Droit décrypté
Validité d'un engagement de cession de titres à prix minoré en cas de licenciement
05 Août 2016 Droit des Affaires
Validité d'un engagement de cession de titres à prix minoré en cas de licenciement
La décision rendue par la Cour de Cassation après avis de la Chambre sociale en date du 7 juin 2016 (Cass Com, 7 juin 2016 n°14-17.978 B c/Société Novédia) est d'une grande importance pratique car elle aborde le sujet de la licéité de l'engagement pris par un actionnaire salarié, de céder ses actions à un prix minoré en cas de licenciement.

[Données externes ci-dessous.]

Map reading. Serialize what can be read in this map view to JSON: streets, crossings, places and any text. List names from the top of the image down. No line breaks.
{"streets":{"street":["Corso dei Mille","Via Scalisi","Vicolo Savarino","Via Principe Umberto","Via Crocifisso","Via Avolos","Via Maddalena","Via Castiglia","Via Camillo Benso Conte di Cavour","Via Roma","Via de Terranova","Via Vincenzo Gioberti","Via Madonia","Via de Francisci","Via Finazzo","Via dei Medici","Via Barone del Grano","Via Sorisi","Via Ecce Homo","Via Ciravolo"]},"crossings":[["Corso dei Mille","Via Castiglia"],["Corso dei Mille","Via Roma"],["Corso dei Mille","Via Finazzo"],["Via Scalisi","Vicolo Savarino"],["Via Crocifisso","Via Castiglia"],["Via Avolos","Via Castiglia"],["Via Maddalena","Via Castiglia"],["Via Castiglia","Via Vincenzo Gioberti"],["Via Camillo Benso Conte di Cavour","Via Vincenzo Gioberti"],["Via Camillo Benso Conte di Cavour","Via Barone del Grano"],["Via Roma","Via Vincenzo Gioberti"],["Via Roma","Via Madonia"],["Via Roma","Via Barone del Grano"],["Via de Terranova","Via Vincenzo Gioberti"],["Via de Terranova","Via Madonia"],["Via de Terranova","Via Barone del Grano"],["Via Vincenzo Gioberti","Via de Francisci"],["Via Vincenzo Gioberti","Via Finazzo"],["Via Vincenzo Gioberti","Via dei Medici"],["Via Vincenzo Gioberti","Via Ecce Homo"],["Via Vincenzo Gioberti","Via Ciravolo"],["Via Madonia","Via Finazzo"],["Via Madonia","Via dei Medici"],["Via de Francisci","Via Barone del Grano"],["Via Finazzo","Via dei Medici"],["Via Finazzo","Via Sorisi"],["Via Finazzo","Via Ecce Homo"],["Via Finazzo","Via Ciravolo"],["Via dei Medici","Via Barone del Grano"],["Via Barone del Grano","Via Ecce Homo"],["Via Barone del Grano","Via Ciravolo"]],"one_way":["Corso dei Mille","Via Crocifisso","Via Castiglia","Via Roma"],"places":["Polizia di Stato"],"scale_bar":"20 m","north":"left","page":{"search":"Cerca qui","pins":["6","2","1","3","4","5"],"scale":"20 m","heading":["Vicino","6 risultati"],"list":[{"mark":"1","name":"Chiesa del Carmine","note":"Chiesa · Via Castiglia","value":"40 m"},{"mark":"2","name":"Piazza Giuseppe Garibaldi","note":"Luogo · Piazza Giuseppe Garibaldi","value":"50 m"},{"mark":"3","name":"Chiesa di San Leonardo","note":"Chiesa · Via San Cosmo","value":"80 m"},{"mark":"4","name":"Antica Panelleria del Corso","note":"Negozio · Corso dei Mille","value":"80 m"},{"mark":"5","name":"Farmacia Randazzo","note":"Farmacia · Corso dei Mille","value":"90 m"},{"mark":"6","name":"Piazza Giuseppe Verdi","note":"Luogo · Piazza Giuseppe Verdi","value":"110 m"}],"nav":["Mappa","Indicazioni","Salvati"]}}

Madame X, directrice commerciale d'une société anonyme (SA), la société S, est à la fois actionnaire et salarié de cette dernière. Elle se voit attribuer gratuitement, en application des dispositions de l'article L225-197-1 du Code de Commerce, des actions de la société S pour qui elle travaille et qui viennent s'ajouter à celles qu'elle détient déjà. Par la suite, la société N, société mère de la société anonyme S, pour en détenir plus de 97% du capital social, conclut un pacte d'actionnaires avec Mme X qui s'engage irrévocablement à céder la totalité de ses actions en cas de perte de la qualité de salariée pour quelque cause que ce soit et moyennant un prix de cession variant selon les circonstances dans lesquelles le contrat de travail prendrait fin. En effet, en cas de licenciement autre que pour faute grave ou lourde, le prix des actions serait fixé à dire d'expert et subirait une décote de 50%.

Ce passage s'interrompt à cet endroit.